Please copy every line with the string "border" from the entries below.

======== DATA ========

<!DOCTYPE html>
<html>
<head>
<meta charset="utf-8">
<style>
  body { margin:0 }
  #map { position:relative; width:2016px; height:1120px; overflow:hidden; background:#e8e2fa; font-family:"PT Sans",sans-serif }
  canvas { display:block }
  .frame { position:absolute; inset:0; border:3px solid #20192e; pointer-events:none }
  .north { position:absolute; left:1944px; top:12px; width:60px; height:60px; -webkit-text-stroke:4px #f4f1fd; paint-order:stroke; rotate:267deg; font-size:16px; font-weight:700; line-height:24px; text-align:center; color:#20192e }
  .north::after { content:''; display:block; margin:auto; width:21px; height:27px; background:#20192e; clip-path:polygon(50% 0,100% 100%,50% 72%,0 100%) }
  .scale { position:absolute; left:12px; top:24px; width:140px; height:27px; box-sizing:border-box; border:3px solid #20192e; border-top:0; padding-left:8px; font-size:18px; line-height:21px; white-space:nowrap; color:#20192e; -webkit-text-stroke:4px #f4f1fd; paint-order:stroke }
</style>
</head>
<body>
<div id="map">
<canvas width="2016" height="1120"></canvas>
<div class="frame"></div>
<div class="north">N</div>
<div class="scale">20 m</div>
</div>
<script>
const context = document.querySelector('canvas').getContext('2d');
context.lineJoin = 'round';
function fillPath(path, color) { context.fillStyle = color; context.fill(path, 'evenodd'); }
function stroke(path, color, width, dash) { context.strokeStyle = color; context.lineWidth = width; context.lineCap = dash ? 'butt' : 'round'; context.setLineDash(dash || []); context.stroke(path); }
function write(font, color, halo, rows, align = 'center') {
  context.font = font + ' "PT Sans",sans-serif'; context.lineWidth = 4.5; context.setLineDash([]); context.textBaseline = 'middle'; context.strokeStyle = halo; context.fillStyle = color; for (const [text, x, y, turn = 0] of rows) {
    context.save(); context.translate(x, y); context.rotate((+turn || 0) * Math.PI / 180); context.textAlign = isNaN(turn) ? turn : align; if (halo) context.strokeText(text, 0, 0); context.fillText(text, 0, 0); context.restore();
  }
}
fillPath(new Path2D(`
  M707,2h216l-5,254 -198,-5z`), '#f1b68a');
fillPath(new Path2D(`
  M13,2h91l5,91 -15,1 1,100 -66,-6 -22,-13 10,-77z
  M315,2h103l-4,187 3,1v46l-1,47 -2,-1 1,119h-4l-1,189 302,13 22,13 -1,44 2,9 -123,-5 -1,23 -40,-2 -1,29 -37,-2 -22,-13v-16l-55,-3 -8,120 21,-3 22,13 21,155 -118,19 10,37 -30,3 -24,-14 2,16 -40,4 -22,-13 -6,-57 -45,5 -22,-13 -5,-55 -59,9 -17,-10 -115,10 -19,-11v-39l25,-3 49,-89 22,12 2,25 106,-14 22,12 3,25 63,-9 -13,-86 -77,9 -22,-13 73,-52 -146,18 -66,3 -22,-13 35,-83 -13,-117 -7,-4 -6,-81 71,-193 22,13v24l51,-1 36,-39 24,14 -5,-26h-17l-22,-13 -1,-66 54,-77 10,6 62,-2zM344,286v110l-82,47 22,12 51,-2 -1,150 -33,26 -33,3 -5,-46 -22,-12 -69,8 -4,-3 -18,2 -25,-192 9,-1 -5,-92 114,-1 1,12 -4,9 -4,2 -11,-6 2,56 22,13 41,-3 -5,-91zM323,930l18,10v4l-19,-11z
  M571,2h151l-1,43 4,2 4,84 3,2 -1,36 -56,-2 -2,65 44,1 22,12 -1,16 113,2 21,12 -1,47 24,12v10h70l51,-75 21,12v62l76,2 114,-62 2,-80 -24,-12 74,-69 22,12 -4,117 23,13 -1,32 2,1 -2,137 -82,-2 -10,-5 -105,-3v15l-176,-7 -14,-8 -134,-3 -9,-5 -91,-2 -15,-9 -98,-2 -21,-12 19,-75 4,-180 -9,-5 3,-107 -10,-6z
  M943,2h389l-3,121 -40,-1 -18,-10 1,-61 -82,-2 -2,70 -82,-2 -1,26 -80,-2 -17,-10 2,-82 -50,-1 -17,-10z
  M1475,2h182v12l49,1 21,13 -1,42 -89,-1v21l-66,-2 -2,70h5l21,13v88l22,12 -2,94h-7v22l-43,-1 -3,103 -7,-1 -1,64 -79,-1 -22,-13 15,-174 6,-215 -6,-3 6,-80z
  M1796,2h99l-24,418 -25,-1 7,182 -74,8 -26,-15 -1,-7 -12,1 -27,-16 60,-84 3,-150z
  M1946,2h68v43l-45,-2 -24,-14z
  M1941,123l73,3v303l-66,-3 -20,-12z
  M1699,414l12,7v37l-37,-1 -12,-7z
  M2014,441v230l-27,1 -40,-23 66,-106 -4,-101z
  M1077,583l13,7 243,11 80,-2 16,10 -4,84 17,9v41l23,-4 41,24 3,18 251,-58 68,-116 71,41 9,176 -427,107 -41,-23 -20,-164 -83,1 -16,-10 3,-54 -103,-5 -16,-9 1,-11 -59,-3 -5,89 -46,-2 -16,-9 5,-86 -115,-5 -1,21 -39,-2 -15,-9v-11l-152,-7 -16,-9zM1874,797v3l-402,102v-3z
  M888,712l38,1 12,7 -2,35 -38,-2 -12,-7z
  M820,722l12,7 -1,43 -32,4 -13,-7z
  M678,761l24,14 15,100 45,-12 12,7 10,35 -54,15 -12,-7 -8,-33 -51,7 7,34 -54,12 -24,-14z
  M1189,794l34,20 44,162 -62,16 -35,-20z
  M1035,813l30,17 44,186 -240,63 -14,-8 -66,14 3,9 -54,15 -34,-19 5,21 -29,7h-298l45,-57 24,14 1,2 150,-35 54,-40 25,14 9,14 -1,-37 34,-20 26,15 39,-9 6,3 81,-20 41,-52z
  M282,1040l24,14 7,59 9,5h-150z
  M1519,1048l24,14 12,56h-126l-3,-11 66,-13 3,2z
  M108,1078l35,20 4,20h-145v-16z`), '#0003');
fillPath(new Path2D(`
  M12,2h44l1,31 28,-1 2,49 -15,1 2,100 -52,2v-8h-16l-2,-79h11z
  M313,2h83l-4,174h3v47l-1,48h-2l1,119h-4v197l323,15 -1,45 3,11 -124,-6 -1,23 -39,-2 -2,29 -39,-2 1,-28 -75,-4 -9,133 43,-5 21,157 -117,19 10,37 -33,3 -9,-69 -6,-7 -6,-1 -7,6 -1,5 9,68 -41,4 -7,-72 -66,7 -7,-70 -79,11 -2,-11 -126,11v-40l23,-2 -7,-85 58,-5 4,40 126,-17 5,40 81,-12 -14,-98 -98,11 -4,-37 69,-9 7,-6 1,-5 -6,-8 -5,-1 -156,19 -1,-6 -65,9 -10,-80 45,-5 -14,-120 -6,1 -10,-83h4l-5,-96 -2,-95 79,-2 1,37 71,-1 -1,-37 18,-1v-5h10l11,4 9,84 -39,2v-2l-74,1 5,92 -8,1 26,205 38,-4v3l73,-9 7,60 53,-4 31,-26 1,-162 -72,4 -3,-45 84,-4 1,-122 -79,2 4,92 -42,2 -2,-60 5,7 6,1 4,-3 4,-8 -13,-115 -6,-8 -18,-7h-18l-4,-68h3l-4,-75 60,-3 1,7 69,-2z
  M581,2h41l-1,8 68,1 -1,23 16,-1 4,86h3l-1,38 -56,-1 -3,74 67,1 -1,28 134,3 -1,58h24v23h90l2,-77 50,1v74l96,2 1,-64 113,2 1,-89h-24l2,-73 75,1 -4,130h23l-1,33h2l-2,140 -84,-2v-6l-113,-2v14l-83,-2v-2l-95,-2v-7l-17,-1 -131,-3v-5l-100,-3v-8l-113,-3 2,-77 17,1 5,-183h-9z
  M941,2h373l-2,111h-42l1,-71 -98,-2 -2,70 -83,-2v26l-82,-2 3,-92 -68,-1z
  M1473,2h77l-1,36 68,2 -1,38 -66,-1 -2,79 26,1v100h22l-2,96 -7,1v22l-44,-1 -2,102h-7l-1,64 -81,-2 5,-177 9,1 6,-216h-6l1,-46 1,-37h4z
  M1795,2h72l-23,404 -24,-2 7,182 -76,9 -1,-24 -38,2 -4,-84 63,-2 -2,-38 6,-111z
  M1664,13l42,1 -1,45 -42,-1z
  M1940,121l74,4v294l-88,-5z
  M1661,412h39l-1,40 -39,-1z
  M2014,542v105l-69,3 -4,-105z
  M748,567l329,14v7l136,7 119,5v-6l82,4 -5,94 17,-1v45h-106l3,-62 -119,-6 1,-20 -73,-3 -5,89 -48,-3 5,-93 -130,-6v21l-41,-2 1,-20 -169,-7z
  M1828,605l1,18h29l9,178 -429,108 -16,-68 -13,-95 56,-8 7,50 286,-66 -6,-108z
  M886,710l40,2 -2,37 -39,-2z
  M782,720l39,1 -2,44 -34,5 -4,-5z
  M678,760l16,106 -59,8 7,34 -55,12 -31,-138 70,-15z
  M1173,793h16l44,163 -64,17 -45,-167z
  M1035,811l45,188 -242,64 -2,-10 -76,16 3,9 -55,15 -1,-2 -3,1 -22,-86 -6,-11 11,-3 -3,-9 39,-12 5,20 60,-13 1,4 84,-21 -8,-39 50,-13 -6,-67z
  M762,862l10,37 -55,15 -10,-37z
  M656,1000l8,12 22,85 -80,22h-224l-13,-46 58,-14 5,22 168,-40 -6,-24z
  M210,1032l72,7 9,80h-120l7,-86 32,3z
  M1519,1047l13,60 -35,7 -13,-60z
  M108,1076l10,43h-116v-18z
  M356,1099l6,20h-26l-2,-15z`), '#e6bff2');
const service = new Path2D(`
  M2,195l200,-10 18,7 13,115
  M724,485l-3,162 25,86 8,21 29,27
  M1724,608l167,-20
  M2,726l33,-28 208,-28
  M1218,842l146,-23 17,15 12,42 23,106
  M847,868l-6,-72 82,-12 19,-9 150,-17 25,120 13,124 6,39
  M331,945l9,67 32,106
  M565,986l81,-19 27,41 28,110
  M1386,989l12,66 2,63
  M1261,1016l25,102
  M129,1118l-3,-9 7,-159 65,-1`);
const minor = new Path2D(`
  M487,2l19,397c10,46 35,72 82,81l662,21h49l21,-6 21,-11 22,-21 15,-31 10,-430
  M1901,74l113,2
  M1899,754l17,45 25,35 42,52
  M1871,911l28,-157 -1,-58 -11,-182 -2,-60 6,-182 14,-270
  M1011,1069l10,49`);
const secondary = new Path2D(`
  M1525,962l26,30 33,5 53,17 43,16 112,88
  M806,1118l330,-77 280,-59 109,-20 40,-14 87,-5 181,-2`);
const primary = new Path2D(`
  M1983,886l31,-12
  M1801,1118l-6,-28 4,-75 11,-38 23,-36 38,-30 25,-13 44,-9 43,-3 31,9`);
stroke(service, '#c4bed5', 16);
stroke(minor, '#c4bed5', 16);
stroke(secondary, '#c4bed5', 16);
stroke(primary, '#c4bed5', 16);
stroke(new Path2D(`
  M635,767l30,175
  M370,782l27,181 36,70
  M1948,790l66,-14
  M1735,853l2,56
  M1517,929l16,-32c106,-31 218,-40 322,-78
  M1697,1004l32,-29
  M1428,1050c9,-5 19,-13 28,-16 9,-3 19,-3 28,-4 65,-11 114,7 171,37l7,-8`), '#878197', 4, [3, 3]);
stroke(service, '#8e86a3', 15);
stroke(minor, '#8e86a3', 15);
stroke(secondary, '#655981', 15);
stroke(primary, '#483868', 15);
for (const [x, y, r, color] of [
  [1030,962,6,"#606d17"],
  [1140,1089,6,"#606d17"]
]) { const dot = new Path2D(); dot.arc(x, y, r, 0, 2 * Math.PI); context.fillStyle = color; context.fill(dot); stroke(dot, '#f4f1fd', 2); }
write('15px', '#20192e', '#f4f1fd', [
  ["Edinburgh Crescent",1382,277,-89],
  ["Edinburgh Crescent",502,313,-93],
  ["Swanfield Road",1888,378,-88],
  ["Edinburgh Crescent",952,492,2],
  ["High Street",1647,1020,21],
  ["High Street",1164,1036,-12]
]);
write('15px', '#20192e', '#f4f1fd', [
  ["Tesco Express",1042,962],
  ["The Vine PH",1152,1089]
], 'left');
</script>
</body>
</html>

========

## OUTPUT OF THE TASK
  .frame { position:absolute; inset:0; border:3px solid #20192e; pointer-events:none }
  .scale { position:absolute; left:12px; top:24px; width:140px; height:27px; box-sizing:border-box; border:3px solid #20192e; border-top:0; padding-left:8px; font-size:18px; line-height:21px; white-space:nowrap; color:#20192e; -webkit-text-stroke:4px #f4f1fd; paint-order:stroke }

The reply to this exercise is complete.